* **Work instructions**:
What lines below hold the string "evenodd"? Copy them all.

* **Records provided**:
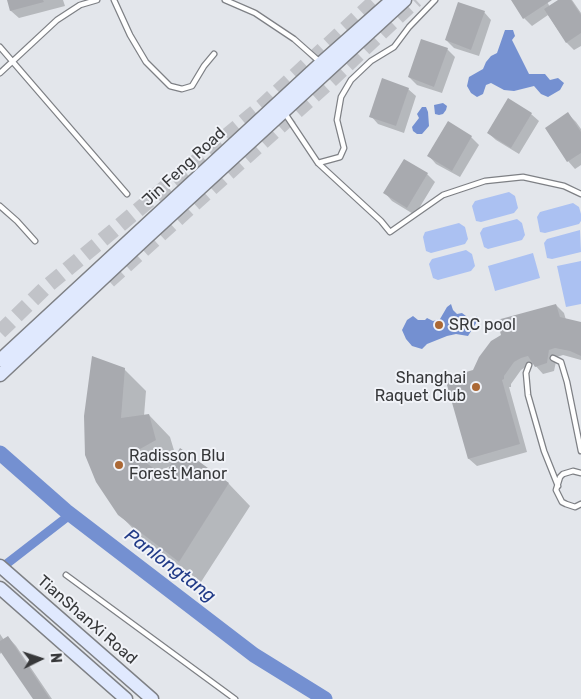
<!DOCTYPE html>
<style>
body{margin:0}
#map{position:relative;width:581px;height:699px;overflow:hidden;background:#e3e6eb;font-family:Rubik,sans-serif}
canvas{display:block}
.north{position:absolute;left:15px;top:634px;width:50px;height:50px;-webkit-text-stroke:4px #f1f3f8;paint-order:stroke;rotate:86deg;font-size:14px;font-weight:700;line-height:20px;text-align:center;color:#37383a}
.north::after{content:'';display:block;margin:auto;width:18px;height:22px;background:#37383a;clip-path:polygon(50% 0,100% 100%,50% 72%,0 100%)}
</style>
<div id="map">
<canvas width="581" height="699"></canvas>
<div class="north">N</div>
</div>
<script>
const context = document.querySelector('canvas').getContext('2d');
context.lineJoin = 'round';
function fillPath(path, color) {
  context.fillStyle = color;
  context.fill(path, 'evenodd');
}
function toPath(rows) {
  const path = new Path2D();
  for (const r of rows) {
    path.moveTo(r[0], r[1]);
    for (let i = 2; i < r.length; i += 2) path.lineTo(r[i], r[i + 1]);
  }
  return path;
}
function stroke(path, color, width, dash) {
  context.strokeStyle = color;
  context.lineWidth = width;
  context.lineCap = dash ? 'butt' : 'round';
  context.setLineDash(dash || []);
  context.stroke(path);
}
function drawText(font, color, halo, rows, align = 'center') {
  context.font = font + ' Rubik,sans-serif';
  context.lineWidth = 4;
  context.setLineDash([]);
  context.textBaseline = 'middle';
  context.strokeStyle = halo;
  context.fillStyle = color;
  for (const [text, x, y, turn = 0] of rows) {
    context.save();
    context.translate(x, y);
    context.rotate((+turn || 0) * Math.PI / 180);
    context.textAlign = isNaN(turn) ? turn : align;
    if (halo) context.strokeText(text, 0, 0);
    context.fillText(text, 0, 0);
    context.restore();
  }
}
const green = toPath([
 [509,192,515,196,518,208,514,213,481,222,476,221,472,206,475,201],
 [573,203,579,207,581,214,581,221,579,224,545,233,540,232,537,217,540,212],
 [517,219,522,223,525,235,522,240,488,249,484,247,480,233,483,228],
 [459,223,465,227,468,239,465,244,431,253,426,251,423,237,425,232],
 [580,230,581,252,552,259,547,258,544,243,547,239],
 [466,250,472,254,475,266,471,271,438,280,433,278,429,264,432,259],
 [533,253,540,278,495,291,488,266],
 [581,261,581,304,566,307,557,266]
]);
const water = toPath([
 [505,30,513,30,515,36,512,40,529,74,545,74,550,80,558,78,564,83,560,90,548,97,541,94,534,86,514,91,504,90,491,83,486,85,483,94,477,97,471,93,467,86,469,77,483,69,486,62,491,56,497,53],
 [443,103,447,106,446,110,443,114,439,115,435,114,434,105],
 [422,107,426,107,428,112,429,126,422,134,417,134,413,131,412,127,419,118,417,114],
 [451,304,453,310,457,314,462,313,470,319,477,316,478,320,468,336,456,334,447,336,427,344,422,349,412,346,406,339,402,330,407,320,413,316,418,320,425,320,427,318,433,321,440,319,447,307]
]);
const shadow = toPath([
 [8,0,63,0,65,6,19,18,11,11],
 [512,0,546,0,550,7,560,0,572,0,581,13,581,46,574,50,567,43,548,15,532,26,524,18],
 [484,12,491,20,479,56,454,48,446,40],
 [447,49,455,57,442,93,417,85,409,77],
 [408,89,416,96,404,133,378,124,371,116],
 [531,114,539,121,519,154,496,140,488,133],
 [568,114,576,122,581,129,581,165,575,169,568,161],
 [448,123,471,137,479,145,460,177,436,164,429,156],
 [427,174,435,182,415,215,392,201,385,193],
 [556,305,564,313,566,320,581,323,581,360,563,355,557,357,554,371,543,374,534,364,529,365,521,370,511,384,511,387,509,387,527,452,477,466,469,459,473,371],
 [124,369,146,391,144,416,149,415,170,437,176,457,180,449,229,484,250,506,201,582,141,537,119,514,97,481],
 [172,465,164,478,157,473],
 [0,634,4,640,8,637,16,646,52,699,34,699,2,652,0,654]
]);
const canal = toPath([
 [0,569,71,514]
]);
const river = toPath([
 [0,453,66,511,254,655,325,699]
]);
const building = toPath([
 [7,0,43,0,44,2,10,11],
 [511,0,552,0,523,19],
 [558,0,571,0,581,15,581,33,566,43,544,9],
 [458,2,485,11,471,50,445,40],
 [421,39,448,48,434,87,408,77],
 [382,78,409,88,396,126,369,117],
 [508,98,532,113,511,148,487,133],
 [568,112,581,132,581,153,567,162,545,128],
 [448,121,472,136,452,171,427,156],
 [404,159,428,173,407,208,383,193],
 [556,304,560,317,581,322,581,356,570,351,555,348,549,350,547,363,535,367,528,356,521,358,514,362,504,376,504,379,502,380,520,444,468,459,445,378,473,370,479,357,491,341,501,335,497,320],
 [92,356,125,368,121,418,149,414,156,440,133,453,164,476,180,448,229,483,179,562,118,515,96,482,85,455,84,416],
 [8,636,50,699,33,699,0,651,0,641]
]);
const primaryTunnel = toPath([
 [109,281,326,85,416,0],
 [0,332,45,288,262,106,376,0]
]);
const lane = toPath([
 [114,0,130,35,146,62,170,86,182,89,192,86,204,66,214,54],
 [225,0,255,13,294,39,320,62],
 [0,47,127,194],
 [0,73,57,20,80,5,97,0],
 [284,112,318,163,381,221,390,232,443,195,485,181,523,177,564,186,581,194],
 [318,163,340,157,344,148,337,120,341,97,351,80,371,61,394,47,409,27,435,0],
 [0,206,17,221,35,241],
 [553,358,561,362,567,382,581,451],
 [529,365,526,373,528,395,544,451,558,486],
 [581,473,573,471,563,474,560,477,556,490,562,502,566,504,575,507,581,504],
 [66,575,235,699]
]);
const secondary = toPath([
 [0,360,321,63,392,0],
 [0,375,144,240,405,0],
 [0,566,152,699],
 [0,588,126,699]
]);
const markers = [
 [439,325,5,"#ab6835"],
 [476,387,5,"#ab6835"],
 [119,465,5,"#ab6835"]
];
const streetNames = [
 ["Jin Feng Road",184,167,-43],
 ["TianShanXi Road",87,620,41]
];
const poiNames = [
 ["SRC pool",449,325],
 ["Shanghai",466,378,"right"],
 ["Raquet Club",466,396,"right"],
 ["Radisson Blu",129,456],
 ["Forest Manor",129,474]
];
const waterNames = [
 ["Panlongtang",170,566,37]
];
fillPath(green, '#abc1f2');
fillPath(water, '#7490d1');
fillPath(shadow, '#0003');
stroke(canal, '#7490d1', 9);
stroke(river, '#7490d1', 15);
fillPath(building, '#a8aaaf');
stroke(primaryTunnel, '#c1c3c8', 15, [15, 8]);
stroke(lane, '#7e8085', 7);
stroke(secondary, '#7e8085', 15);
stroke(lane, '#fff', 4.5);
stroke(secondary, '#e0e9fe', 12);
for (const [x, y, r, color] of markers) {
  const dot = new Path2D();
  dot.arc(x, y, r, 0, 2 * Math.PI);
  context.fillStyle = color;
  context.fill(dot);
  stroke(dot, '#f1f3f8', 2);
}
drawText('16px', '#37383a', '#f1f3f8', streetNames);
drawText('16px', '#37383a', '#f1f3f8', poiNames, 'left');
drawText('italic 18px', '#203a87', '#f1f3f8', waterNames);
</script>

...

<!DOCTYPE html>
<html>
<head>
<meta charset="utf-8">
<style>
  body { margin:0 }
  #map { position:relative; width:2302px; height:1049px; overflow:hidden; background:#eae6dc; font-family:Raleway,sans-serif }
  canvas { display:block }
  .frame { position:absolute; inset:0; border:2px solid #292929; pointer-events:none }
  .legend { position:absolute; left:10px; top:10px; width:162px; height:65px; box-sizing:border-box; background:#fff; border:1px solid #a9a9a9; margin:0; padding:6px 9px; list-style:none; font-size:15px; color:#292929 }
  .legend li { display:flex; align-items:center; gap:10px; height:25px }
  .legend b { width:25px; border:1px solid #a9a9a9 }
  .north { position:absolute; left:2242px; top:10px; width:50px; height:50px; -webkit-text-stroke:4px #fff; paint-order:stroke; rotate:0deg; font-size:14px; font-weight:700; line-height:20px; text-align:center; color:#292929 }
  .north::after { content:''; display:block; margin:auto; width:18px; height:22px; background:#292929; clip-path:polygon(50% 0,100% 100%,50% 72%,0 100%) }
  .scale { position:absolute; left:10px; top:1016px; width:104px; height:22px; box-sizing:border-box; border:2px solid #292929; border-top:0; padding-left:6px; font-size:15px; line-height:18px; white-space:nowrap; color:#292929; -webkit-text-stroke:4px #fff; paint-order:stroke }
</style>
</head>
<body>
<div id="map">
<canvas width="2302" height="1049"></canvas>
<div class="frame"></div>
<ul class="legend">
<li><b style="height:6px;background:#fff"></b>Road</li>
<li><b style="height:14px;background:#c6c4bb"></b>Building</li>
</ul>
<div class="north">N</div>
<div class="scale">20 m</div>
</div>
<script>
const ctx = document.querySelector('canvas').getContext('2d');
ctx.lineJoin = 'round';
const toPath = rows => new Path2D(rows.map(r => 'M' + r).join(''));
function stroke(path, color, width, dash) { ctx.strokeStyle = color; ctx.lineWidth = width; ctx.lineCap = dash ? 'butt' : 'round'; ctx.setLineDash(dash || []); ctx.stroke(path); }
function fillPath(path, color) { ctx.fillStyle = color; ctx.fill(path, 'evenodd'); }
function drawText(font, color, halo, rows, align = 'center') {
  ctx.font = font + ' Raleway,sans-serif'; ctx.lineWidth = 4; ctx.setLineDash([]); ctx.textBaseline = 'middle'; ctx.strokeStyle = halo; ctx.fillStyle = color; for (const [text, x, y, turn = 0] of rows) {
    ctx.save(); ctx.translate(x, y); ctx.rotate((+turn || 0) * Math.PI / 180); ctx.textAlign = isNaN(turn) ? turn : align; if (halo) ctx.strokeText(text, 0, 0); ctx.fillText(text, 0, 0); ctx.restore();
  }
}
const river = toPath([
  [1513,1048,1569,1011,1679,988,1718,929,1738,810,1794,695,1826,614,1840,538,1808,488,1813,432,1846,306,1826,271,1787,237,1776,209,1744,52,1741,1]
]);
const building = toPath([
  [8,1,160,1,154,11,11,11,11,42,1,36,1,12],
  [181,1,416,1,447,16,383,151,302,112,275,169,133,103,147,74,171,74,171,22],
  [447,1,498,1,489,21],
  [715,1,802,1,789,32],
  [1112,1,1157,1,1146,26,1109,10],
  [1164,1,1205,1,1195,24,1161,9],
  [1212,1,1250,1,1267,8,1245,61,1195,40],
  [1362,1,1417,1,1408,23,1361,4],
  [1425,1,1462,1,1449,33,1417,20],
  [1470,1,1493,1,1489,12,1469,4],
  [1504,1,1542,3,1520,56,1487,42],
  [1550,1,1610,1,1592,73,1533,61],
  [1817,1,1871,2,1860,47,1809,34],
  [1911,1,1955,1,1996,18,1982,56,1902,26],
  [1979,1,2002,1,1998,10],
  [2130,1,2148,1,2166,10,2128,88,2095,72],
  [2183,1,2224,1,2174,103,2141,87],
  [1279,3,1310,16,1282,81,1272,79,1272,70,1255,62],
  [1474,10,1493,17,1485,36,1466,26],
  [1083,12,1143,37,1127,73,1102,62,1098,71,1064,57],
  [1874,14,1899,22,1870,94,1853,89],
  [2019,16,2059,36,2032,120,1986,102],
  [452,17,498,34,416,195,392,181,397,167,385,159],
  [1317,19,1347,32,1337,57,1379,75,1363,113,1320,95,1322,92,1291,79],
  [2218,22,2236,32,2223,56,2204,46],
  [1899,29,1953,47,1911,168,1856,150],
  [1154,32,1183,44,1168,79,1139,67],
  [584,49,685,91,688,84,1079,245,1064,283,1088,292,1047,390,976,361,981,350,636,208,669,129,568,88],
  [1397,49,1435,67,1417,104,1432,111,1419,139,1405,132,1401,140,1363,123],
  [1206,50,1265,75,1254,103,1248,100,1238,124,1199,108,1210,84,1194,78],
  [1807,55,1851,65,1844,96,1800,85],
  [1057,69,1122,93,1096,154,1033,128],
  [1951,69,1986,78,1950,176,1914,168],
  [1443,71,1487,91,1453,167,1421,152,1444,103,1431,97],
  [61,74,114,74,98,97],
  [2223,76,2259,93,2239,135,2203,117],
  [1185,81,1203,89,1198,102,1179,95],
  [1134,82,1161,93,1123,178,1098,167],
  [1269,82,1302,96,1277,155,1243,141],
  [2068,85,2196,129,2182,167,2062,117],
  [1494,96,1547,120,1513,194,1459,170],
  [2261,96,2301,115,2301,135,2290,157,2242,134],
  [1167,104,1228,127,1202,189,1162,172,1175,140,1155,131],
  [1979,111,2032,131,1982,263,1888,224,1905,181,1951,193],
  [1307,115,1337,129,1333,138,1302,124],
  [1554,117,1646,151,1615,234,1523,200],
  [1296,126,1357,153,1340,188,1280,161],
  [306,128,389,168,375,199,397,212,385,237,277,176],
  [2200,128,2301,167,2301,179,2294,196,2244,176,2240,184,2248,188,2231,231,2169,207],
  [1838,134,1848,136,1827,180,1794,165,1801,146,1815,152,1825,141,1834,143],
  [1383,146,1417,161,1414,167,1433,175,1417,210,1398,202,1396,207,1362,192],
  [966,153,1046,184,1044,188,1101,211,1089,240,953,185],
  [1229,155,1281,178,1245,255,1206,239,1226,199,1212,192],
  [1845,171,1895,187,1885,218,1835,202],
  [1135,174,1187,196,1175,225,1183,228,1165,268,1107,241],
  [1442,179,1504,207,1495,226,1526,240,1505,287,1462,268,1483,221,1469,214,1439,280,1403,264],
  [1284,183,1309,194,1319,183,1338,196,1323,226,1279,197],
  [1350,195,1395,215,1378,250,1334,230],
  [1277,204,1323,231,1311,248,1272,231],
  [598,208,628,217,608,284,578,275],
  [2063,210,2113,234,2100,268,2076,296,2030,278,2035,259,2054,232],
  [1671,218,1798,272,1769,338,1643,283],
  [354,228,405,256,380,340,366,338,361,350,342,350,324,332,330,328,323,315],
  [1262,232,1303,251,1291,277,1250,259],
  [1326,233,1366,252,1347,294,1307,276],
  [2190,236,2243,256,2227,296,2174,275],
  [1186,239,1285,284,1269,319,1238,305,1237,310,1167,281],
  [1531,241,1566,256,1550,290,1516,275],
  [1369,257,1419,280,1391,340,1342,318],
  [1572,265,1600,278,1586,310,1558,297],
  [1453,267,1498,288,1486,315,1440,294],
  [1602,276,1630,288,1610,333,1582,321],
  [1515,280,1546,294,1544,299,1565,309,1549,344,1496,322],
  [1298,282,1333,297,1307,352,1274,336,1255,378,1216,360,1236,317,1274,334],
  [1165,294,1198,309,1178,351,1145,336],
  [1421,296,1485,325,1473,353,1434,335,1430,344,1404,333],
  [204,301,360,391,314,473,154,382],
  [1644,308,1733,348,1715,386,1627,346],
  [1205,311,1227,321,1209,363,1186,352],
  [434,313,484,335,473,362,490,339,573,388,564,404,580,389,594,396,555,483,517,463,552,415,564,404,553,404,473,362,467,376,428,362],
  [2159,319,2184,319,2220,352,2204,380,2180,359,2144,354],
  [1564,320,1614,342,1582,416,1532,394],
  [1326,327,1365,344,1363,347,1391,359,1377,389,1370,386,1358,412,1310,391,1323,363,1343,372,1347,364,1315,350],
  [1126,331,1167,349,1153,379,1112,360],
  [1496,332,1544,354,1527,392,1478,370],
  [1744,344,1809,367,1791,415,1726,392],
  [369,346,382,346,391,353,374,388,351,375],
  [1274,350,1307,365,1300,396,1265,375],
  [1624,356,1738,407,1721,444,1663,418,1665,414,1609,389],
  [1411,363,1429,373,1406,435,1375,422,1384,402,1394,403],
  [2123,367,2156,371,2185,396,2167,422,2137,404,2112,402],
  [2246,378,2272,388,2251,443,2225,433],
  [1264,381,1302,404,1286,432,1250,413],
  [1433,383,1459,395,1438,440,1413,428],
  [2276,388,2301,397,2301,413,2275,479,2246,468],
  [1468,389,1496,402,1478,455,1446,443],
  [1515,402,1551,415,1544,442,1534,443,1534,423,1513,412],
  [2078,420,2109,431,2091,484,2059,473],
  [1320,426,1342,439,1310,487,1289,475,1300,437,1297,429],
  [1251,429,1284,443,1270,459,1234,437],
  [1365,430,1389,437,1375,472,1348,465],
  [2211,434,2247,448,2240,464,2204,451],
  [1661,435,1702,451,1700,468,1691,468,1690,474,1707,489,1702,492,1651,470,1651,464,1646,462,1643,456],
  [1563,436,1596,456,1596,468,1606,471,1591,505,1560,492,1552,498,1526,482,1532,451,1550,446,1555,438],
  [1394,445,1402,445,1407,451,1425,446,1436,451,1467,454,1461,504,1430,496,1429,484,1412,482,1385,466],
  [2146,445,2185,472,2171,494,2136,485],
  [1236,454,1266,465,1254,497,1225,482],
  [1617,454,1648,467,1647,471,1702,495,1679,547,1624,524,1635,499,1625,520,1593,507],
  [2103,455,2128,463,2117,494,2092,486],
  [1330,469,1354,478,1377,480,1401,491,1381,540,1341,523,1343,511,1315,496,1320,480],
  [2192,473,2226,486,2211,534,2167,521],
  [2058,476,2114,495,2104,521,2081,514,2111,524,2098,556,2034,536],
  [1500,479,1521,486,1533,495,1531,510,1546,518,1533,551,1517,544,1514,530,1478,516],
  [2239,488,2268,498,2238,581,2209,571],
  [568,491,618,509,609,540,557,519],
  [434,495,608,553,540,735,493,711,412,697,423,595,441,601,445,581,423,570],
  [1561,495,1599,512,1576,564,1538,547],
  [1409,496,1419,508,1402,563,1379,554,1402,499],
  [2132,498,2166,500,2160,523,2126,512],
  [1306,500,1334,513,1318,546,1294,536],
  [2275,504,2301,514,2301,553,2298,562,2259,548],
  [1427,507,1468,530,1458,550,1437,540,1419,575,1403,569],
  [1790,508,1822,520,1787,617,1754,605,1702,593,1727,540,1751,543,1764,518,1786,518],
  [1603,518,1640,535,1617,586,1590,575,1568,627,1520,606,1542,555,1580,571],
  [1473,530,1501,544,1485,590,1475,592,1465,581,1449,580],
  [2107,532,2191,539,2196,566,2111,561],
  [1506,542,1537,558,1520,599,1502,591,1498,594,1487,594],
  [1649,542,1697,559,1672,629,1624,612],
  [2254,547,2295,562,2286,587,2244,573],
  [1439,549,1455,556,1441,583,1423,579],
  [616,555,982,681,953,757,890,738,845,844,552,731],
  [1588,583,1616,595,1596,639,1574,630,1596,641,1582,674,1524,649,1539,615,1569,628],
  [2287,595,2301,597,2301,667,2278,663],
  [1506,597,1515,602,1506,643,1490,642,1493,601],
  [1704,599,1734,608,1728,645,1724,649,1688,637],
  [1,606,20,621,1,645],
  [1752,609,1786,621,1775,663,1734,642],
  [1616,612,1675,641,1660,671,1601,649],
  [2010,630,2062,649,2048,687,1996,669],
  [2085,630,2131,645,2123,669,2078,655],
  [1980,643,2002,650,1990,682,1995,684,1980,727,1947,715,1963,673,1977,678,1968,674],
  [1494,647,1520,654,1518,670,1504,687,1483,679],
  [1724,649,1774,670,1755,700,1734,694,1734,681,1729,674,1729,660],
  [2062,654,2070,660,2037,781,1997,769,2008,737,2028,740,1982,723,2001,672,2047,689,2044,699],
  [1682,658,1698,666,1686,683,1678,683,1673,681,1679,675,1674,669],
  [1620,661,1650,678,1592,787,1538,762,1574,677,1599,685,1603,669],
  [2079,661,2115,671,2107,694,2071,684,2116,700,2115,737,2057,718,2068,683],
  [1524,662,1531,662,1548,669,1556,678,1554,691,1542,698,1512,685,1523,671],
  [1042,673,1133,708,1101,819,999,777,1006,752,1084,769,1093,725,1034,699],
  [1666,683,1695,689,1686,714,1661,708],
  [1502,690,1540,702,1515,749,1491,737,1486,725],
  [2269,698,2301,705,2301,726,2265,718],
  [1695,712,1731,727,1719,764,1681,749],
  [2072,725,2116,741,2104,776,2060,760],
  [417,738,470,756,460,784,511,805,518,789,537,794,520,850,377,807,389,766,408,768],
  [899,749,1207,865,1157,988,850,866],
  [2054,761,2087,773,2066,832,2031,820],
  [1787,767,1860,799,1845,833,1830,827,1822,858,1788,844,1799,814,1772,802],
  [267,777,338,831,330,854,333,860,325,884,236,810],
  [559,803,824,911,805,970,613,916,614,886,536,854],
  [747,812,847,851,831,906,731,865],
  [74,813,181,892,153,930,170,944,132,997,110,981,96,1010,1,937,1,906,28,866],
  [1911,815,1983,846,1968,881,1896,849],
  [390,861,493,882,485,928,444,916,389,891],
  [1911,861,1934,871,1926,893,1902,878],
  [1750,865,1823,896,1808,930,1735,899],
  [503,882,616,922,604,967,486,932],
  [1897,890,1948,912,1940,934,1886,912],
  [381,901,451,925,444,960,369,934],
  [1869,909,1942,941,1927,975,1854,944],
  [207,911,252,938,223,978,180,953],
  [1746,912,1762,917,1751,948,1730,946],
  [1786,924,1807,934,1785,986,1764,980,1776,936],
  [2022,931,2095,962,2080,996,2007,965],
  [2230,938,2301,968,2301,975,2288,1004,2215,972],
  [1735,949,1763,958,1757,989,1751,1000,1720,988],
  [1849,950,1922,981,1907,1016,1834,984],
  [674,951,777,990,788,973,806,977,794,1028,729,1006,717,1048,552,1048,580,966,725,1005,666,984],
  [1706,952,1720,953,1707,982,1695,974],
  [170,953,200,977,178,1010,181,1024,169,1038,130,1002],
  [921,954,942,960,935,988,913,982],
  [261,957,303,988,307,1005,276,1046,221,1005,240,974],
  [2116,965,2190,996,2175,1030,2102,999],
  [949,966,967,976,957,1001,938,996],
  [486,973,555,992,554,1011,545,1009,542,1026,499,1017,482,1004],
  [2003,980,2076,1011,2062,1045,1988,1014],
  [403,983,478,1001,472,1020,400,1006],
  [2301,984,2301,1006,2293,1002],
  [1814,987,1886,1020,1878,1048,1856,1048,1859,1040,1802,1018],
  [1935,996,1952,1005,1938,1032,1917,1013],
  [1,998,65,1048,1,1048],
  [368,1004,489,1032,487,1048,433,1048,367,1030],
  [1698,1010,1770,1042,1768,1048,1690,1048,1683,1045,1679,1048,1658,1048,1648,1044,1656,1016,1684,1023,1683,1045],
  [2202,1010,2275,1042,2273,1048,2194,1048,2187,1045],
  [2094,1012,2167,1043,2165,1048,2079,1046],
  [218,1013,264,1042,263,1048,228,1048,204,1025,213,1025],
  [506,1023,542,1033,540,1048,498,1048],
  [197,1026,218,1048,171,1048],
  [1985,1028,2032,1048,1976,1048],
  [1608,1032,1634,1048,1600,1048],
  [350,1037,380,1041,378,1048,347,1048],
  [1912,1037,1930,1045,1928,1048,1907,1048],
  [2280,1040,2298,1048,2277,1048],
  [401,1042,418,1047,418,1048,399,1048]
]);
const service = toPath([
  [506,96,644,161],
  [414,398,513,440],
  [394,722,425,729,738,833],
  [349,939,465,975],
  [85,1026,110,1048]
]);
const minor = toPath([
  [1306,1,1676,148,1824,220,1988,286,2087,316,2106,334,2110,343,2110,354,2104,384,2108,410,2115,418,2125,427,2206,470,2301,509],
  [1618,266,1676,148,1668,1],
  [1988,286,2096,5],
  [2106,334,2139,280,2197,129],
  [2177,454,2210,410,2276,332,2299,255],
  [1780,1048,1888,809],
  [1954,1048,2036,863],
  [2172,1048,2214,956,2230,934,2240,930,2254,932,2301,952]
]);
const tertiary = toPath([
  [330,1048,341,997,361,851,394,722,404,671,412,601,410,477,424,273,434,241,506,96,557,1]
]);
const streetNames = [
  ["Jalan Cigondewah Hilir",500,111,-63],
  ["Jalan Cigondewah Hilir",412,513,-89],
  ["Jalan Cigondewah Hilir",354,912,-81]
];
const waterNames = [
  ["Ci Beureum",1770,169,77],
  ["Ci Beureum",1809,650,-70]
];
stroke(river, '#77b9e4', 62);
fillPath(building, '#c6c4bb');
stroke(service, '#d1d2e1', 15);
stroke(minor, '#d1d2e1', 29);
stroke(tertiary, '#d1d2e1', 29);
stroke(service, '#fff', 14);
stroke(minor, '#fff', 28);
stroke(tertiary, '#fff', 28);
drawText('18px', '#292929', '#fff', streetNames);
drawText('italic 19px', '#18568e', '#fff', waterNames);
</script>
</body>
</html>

* **Final answer**:
  context.fill(path, 'evenodd');
function fillPath(path, color) { ctx.fillStyle = color; ctx.fill(path, 'evenodd'); }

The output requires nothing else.